[Stored data entries]
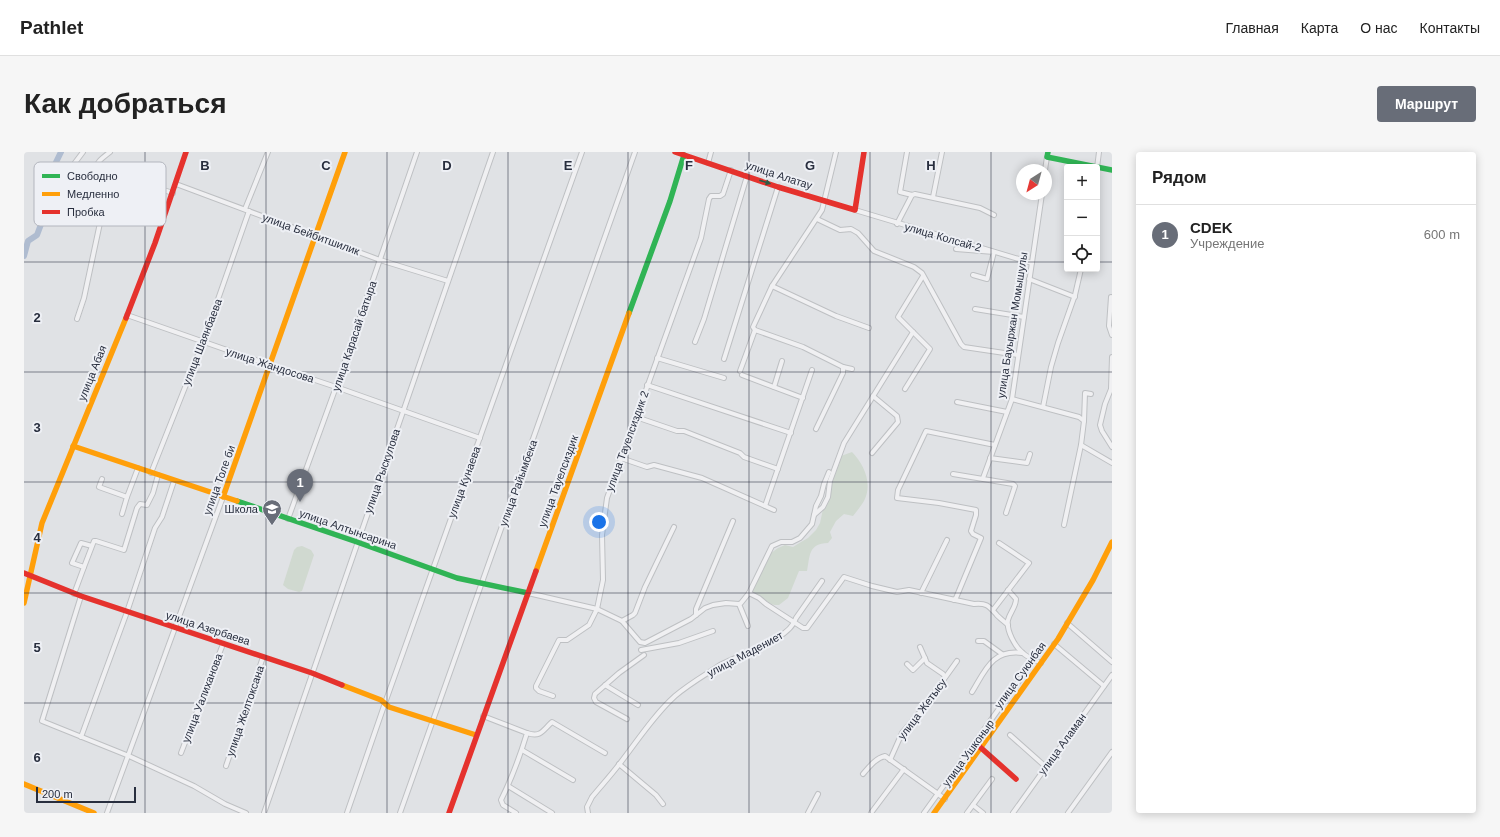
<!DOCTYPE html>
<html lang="ru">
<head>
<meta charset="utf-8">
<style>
	:root { --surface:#fff; --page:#f6f6f6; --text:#222; --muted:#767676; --line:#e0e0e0; --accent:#686d78 }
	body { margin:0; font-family:Arial,sans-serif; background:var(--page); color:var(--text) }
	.controls { position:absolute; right:12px; top:12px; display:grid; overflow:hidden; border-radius:4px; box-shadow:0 2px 10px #0003 }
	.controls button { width:36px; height:36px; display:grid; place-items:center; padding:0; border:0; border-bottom:1px solid var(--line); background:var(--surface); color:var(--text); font:20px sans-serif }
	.compass { position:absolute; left:992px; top:12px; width:36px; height:36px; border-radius:50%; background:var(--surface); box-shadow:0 2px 10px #0003; rotate:216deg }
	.scale { position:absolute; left:12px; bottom:10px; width:100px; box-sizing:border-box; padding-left:4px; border:2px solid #282e3e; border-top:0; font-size:11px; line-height:14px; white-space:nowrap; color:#282e3e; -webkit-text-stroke:3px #eef0f5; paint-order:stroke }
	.you { position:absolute; left:575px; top:370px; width:14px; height:14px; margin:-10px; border:3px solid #fff; border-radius:50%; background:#1a73e8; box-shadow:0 0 0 6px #1a73e833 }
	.badge { display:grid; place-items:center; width:26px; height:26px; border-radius:50%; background:var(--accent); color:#fff; font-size:13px; font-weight:700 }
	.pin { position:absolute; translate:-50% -33px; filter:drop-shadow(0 1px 2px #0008) }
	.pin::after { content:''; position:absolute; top:21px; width:14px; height:12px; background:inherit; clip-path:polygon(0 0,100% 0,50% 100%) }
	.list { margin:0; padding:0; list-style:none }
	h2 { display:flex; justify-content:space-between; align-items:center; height:52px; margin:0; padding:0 16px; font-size:17px }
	h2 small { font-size:13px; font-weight:400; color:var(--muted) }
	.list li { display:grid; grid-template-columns:26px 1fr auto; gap:12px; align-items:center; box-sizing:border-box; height:60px; padding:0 16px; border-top:1px solid var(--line) }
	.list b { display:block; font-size:15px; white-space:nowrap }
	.list p { margin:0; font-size:13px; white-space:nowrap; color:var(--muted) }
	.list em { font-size:13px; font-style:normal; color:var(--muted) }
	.icon { flex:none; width:22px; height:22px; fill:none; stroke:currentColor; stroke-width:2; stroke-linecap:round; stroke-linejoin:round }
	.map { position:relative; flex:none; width:1088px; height:661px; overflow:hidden; border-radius:4px }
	header { display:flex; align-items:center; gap:24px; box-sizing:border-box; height:56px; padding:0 20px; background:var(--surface); border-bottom:1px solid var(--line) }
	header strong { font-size:19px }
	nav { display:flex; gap:22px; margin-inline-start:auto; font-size:14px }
	.intro { display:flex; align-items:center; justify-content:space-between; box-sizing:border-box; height:96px; padding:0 24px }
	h1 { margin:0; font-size:28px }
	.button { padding:10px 18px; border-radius:4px; background:var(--accent); color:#fff; font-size:14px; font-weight:700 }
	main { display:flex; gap:24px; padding:0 24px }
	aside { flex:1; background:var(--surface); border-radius:4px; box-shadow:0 2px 10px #0003 }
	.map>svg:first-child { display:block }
	.green { fill:#d0d9d0 }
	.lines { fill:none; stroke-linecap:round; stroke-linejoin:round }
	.river { stroke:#afbcd0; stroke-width:6 }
	.street-casing { stroke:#bec0c3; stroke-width:6 }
	.street { stroke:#f0f0f2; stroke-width:4 }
	.fast { stroke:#30b455; stroke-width:5.5 }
	.slow { stroke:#ff9f0a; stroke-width:5.5 }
	.jam { stroke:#e5322d; stroke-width:5.5 }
	.oneway { fill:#2b5d46 }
	.grid { fill:none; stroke:#282e3e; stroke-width:1; stroke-opacity:0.55 }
	.labels { text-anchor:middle; stroke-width:4; stroke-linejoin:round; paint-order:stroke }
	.street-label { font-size:11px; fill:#282e3e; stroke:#eef0f5 }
	.poi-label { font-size:11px; fill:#282e3e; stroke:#eef0f5; text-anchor:end }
	.key { fill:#eef0f5; stroke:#b3b6be; stroke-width:1 }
	.key-label { font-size:11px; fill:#282e3e }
	.grid-label { font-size:13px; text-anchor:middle; font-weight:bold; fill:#282e3e; stroke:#eef0f5; stroke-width:4; stroke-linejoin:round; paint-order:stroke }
</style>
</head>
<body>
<header>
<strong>Pathlet</strong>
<nav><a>Главная</a><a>Карта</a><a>О нас</a><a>Контакты</a></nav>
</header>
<div class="intro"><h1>Как добраться</h1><a class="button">Маршрут</a></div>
<main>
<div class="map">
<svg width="1088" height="661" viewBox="0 0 1088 661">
	<rect width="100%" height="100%" fill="#e0e2e5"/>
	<g class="green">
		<path d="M828,300c12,12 21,32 12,49 -3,5 -7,10 -11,15l-9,-2 -8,7 -6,11 2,6 -4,5c-20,0 -18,14 -21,28h-8l-11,27 -9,7c-12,1 -17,-8 -27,-13l11,-26 8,-13 7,-5 7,-3 8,2 8,-5 7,-4 8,-8 4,-7 3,-14 8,-16 1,-12 9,-25z"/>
		<path d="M278,394l9,4 3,5 -12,36 -3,1 -11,-3 -5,-4 11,-35 3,-3z"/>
	</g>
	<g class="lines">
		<path class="river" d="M0,104l4,-15 9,-6 9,-24 -3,-22 18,-37"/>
		<g class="street-casing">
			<g id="street">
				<path d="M86,0c-6,5 -15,10 -14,19l20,9 9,-2 48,15"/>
				<path d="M812,0l-14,58 -50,76 -19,41 2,3 48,17 40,20 9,2"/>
				<path d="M883,0l-7,40 12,3 3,-1 65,14 14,7"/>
				<path d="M684,11l3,-11"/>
				<path d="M1073,16l2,-16"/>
				<path d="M1021,18l2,-13"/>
				<path d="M152,32l204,76 68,21"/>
				<path d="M77,38l2,-15"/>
				<path d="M909,45l9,-45"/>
				<path d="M221,57l23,-57"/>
				<path d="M831,58l177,53"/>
				<path d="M793,67l23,11 11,-1 7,4 16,18 40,16 8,6 39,71 3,3 54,8"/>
				<path d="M873,72l15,-29"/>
				<path d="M932,97l38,3 -7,27 -14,-4"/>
				<path d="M1005,127l46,18"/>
				<path d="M748,134l64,30 33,12"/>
				<path d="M1087,145l-2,29 3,9"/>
				<path d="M951,157l49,8"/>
				<path d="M103,163l143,50 66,22 144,51"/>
				<path d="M53,167l7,-21 16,-75 7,-26v-3l-2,-2 -30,-11 -7,-5 6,-12 9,-12"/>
				<path d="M671,190l9,-23 43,-143"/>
				<path d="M1088,205l-1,32 -6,15 -5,21 2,6 10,16"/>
				<path d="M633,206l67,20"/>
				<path d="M700,207l54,-172"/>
				<path d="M716,219l15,-41"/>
				<path d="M718,223l61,23"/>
				<path d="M623,233l144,48"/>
				<path d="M750,235l8,-26"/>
				<path d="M881,237l25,-40 -32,-32 25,-41"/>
				<path d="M988,247l67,18 5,4 -3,24 -17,80"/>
				<path d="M933,250l50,10"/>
				<path d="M1019,255l8,-40 7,-24 17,-48 6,-26"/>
				<path d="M612,265l41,14h7l56,22 4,4 34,12"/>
				<path d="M1060,269l1,-28 6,1"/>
				<path d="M792,277l27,-56v-6"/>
				<path d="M1057,293l31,18"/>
				<path d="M848,301l26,-31 -1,-6 -24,-20"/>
				<path d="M597,306l26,9 7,-2 48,13 72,32"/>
				<path d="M966,306l37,5 3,-9"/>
				<path d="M127,321l52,-131 46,-131"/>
				<path d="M929,322l60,10 2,2 -9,27"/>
				<path d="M959,326l29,-79 30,-205"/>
				<path d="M78,327l-3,8 28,10 -5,17"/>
				<path d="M103,345l11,-29"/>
				<path d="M741,354l47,-136"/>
				<path d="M790,363l9,-8 5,-10 2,-16 14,-38 69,-111"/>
				<path d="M264,367l48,-132 81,-235"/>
				<path d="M68,394l-11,-3 -9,20 12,4 10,-26h2l28,9 13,-42 3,-4 7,1 6,-12 5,-18"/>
				<path d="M984,438l8,9c0,8 -6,13 -8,21 -2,10 7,27 15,33 3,3 7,5 11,7"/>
				<path d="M504,441l69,16 25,12 18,21 5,1 46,-24 14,-11 8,-3 13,-2 13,1 2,-1 8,-10 23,-47 9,-4h11l8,-4 12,-14 4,-18 5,-10 3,-12 5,-12"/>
				<path d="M725,441l10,5 7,6 37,24h4l37,-51 28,9 25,6 12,-2 65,14c12,-1 14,1 22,10 3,4 8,7 12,11"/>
				<path d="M897,441l26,-53"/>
				<path d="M50,442l10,-27"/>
				<path d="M57,444l-39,125 87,35 65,30 31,18 21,9"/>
				<path d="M930,448l2,-2 25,-60 -8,-4 -2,-3 5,-16v-5l-37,-7 -42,-5 1,-8 28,-59 69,14"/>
				<path d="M715,452l9,22"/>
				<path d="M969,458l36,-47 -30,-20"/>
				<path d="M672,463v-6l37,-88"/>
				<path d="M598,469l11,-6 2,-2 10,-26 29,-60"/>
				<path d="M1043,471l45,39"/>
				<path d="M954,489h6l18,13"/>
				<path d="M1030,492l50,42"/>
				<path d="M896,495l7,16 16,11 2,3"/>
				<path d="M617,498l38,-7 34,-12"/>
				<path d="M883,512l6,6 12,-12"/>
				<path d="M581,533l33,20"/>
				<path d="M948,540c13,-21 20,-43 50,-39"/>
				<path d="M529,544l-14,-5 -3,-3v-2l23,-46h8l22,-15 8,-16 6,-29 -1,-45 5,-37 94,-260 8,-39 2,-3h9l3,-2 8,-24"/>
				<path d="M459,564l44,17c-7,23 -15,45 -26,67l2,5 13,8"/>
				<path d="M603,567l-31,-17 -2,-4 1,-4 24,-21 25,-18"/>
				<path d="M503,581c14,5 16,-3 25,-11l53,31"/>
				<path d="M986,583l36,32"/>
				<path d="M57,585l46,-125 28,-84 7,-11 12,-36"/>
				<path d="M498,598l51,30"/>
				<path d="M157,601l42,-109"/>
				<path d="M866,608l12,-27 22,-26 33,-46"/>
				<path d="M595,612l37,31 7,9"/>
				<path d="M202,614l37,-109"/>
				<path d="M839,622c6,-7 13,-16 22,-18l60,43"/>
				<path d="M484,634l44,27"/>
				<path d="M949,653l10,8"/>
				<path d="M83,661l116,-316"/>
				<path d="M240,661l229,-661"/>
				<path d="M323,661l38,-110 197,-551"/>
				<path d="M376,661l235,-661"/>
				<path d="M564,661l-1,-6 5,-10c10,-12 20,-23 29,-35 17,-22 33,-47 54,-66 14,-12 30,-21 45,-31 20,-11 70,-25 76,-47l26,-37"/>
				<path d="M784,661l10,-19"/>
				<path d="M847,661l33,-44"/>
				<path d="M900,661l110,-153 7,3"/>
				<path d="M943,661l25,-34"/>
				<path d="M989,661l99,-138"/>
				<path d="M1044,661l44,-61"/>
			</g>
		</g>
		<use href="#street" class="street"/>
		<g class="fast">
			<path d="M1024,0l-1,5 65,13"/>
			<path d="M605,161l41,-112 14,-46"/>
			<path d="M213,349l120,41 100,36 71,15"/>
		</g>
		<g class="slow">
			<path d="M49,294l164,55"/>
			<path d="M199,345l122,-345"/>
			<path d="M512,419l93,-258"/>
			<path d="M0,451l18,-80 84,-205"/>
			<path d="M318,533l39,15 8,7 87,28"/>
			<path d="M0,632l70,29"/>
			<path d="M910,661l124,-174 35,-59 19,-38"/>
		</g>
		<g class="jam">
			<path d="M651,0l103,35 77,23 9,-58"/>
			<path d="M102,166l29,-75 31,-91"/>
			<path d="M0,421l57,23 231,77 30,12"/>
			<path d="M956,595l36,32"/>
			<path d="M425,661l87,-242"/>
		</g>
	</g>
	<defs><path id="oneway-solid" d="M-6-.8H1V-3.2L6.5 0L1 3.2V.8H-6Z"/></defs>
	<use class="oneway" href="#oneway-solid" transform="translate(741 30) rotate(18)"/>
	<path class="grid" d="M121,0v661M242,0v661M363,0v661M484,0v661M604,0v661M725,0v661M846,0v661M967,0v661M0,110h1043M1073,110h15M0,220h1088M0,330h1088M0,441h1088M0,551h1088"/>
	<defs>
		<g id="school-pin" transform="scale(1)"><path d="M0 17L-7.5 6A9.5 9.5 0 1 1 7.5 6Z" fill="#686d78" stroke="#eef0f5"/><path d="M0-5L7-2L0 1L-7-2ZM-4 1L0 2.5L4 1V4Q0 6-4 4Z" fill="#fff"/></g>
	</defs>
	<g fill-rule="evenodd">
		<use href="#school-pin" x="248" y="357"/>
	</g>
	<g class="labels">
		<g class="street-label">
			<text transform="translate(755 23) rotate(18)" y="4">улица Алатау</text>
			<text transform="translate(287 82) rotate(20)" y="4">улица Бейбитшилик</text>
			<text transform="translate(919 85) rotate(16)" y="4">улица Колсай-2</text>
			<text transform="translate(988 173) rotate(-81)" y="4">улица Бауыржан Момышулы</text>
			<text transform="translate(330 184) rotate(-71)" y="4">улица Карасай батыра</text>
			<text transform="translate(178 190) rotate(-69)" y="4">улица Шаянбаева</text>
			<text transform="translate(246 213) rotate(18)" y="4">улица Жандосова</text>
			<text transform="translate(68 221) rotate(-68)" y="4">улица Абая</text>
			<text transform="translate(603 289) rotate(-70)" y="4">улица Тауелсиздик 2</text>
			<text transform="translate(358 319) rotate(-71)" y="4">улица Рыскулова</text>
			<text transform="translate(195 328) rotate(-70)" y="4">улица Толе би</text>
			<text transform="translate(534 329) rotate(-70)" y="4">улица Тауелсиздик</text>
			<text transform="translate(440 330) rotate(-70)" y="4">улица Кунаева</text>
			<text transform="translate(494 331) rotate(-70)" y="4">улица Райымбека</text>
			<text transform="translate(324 377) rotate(19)" y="4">улица Алтынсарина</text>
			<text transform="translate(184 476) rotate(18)" y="4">улица Азербаева</text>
			<text transform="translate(721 502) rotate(-28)" y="4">улица Мадениет</text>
			<text transform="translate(996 523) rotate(-54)" y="4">улица Суюнбая</text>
			<text transform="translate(178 546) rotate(-69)" y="4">улица Уалиханова</text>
			<text transform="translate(898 557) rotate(-53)" y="4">улица Жетысу</text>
			<text transform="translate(221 559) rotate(-71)" y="4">улица Желтоксана</text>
			<text transform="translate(1038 592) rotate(-54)" y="4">улица Аламан</text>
			<text transform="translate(944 601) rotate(-54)" y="4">улица Ушконыр</text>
		</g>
		<g class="poi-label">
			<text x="234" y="361">Школа</text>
		</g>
	</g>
	<rect x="10" y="10" width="132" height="64" rx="6" class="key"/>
	<rect x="18" y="22" width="18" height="4" fill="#30b455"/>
	<rect x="18" y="40" width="18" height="4" fill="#ff9f0a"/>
	<rect x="18" y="58" width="18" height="4" fill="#e5322d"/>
	<g class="key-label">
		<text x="43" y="28">Свободно</text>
		<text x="43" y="46">Медленно</text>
		<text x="43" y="64">Пробка</text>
	</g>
	<g class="grid-label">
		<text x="181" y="18">B</text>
		<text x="302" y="18">C</text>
		<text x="423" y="18">D</text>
		<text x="544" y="18">E</text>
		<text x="665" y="18">F</text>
		<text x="786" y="18">G</text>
		<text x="907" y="18">H</text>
		<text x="13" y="170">2</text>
		<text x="13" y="280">3</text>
		<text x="13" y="390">4</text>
		<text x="13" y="500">5</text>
		<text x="13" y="610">6</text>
	</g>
</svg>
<div class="controls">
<button>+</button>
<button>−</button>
<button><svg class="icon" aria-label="locate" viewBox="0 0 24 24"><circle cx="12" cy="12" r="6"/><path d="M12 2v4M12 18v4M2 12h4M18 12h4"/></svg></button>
</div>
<svg class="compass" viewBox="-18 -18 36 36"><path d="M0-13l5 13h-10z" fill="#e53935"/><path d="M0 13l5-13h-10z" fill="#767676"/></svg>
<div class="scale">200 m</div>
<div class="you"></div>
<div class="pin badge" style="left:276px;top:350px">1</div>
</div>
<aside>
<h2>Рядом<small></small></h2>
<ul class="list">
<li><span class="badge">1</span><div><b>CDEK</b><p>Учреждение</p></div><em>600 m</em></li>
</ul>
</aside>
</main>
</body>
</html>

→ **TASK DIRECTIONS**: Starting at the line that contains "<h2>Рядом<small></small></h2>", quote each remaining line of the entries above, unchanged.

→ **RESPONSE TO THIS EXERCISE**:
<h2>Рядом<small></small></h2>
<ul class="list">
<li><span class="badge">1</span><div><b>CDEK</b><p>Учреждение</p></div><em>600 m</em></li>
</ul>
</aside>
</main>
</body>
</html>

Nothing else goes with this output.